Galecto Biotech AB, Ole Maaloes Vej 3, 2200, Copenhagen, Denmark.
MC Comac Medical Ltd, Sofia, Bulgaria.
Clin Drug Investig. 2024 Oct;44(10):773-787. doi: 10.1007/s40261-024-01395-7. Epub 2024 Oct 2.
Selvigaltin (GB1211), an orally available small molecule galectin-3 inhibitor developed as a treatment for liver fibrosis and cirrhosis, was evaluated to assess the effect of hepatic impairment on its pharmacokinetics and safety to address regulatory requirements.
GULLIVER-2 was a Phase Ib/IIa three-part study. Parts 1 and 3 had single-dose, open-label designs assessing pharmacokinetics (plasma [total and unbound] and urine), safety, and tolerability of 100 mg oral selvigaltin in participants with moderate (Child-Pugh B, Part 1) or severe (Child-Pugh C, Part 3) hepatic impairment, compared with healthy-matched participants (n = 6 each).

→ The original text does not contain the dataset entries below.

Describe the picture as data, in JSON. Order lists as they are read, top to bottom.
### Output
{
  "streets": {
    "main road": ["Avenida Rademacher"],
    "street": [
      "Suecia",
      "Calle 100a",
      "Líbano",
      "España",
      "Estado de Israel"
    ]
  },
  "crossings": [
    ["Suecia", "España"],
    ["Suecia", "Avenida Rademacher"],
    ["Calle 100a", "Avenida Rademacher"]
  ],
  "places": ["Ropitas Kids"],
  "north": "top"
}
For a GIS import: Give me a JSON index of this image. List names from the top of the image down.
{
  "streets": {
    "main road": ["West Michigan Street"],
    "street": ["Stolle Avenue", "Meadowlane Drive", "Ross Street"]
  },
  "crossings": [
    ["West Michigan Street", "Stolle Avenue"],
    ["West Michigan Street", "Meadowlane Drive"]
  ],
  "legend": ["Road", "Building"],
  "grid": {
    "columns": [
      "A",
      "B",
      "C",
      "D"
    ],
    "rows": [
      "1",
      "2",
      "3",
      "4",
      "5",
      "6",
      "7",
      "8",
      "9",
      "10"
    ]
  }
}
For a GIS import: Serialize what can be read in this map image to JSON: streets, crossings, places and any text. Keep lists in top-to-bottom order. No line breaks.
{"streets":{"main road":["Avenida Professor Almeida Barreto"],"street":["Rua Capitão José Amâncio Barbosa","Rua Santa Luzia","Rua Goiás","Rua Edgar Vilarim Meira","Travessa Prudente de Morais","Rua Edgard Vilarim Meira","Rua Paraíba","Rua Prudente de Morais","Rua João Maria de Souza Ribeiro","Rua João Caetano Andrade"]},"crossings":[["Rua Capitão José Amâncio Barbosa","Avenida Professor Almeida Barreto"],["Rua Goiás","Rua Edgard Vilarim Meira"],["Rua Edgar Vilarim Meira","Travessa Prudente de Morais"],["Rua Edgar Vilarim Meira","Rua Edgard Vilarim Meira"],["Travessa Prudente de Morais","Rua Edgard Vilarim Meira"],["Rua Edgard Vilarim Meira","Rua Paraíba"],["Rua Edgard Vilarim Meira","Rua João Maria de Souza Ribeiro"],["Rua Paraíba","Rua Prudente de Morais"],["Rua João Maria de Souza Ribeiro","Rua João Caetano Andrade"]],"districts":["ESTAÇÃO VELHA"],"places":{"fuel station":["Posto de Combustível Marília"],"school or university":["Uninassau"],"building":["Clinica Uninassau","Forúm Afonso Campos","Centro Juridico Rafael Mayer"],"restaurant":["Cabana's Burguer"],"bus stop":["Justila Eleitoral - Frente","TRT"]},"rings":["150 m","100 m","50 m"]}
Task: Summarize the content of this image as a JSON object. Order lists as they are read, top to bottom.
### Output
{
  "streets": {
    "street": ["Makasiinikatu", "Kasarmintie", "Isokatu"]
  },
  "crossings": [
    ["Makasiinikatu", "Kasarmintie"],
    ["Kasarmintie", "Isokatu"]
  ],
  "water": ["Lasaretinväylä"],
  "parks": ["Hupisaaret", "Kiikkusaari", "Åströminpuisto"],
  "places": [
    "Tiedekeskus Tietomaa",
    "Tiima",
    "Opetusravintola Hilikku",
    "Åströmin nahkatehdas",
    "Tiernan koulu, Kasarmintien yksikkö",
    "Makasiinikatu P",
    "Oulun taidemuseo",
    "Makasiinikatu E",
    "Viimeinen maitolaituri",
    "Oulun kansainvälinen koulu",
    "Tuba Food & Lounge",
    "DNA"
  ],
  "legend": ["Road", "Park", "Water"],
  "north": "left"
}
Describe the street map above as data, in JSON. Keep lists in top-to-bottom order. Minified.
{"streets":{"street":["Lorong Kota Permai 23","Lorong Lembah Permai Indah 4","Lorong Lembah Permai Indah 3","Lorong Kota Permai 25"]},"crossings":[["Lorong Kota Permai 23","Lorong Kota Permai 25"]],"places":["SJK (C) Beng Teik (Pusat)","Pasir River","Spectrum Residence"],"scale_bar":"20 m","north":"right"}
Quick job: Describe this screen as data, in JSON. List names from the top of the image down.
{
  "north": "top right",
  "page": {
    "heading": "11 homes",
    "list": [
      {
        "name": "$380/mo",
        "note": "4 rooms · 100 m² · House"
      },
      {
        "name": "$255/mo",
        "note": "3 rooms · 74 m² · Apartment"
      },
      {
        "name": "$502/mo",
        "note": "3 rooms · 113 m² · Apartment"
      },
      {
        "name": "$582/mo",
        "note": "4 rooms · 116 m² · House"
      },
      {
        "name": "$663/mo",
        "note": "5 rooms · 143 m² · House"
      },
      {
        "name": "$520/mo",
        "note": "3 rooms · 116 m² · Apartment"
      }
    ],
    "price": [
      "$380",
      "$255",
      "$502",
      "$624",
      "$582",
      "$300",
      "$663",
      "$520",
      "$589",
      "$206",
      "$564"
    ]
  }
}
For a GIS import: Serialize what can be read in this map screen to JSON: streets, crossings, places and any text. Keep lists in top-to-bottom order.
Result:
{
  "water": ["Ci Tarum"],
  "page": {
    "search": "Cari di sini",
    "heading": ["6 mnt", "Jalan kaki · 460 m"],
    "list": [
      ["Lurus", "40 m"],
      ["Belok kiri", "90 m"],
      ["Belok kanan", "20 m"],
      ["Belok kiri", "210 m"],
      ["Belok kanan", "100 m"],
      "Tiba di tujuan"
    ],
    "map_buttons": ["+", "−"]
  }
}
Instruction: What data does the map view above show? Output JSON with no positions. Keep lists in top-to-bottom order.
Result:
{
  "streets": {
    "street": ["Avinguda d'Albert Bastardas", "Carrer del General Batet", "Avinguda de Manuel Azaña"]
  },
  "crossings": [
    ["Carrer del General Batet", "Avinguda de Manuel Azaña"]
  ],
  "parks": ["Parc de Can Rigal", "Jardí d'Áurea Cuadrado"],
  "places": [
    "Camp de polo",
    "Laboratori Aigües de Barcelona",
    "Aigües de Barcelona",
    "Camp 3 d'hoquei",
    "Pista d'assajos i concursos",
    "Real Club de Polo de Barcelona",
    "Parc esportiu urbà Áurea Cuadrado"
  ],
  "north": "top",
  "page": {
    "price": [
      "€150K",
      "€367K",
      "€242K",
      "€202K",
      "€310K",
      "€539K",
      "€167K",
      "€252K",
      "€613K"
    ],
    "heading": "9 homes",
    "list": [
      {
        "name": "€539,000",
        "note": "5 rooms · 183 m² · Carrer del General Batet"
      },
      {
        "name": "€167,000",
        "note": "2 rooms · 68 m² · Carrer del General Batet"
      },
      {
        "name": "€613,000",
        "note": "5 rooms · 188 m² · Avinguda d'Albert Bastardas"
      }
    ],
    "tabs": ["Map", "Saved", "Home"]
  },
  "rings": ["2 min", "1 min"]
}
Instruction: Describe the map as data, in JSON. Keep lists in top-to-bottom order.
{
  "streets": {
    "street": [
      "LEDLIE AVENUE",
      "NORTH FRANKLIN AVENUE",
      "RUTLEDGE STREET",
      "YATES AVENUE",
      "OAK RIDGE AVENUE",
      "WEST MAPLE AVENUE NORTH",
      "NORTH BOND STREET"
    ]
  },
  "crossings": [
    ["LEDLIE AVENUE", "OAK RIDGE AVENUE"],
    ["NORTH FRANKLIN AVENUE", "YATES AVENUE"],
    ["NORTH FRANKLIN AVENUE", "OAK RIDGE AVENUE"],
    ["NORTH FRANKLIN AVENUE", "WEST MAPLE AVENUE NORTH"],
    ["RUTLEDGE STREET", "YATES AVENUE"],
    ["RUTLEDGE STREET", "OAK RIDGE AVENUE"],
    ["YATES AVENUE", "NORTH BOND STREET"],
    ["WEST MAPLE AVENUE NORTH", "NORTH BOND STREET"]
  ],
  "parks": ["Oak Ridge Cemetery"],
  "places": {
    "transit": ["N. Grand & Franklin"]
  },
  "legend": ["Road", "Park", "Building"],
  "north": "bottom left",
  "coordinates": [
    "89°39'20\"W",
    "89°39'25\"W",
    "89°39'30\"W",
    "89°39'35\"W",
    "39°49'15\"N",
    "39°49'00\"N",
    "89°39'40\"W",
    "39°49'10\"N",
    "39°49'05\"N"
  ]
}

All participants received selvigaltin and completed the study. No adverse events were reported. The median time to reach maximum total plasma concentration following drug administration was of 3.49 and 4.00 h post-dose for Child-Pugh B and C participants, respectively; comparable with controls. Total plasma exposure was higher for participants with hepatic impairment compared with controls. Whilst maximum plasma concentration (C) was unaffected in Child-Pugh B participants, area under the plasma concentration-time curve from time zero to infinity (AUC) increased by ~ 1.7-fold compared with controls, and half-life was prolonged (geometric mean 28.15 vs 16.38 h). In Child-Pugh C participants, C increased by ~ 1.3-fold, AUC increased by ~ 1.5-fold, and half-life was prolonged (21.05 vs 16.14 h). No trend was observed in plasma unbound fractions or urinary excretion of unchanged selvigaltin in either group.
Hepatic impairment increased selvigaltin exposure without safety concerns. These data can inform dose recommendations for future clinical programmes.
Clinicaltrials.gov NCT05009680.
Selvigaltin(GB1211)是一种口服小分子半乳糖凝集素-3 抑制剂,开发用于治疗肝纤维化和肝硬化。本研究旨在评估肝损伤对其药代动力学和安全性的影响,以满足监管要求。
GULLIVER-2 是一项三部分的 I 期/IIa 期研究。第 1 部分和第 3 部分采用单次给药、开放性设计,评估了 100mg 口服 Selvigaltin 在中重度(Child-Pugh B,第 1 部分)或重度(Child-Pugh C,第 3 部分)肝损伤患者(n=6)中的药代动力学(血浆[总浓度和游离浓度]和尿液)、安全性和耐受性,并与健康匹配的参与者进行比较。
所有参与者均接受了 Selvigaltin 治疗并完成了研究。未报告不良事件。与健康匹配的参与者相比,肝损伤患者给药后达到最大总血浆浓度的中位时间分别为 3.49 和 4.00 小时;与健康匹配的参与者相比,肝损伤患者的总血浆暴露量更高。在 Child-Pugh B 患者中,最大血浆浓度(C)不受影响,但 AUC 增加了约 1.7 倍,与健康匹配的参与者相比,半衰期延长(几何均数 28.15 比 16.38 小时)。在 Child-Pugh C 患者中,C 增加了约 1.3 倍,AUC 增加了约 1.5 倍,半衰期延长(21.05 比 16.14 小时)。在两组患者中,均未观察到血浆未结合分数或未改变的 Selvigaltin 的尿液排泄有趋势。
肝损伤增加了 Selvigaltin 的暴露量,且无安全性问题。这些数据可以为未来的临床项目提供剂量建议。
Clinicaltrials.gov NCT05009680。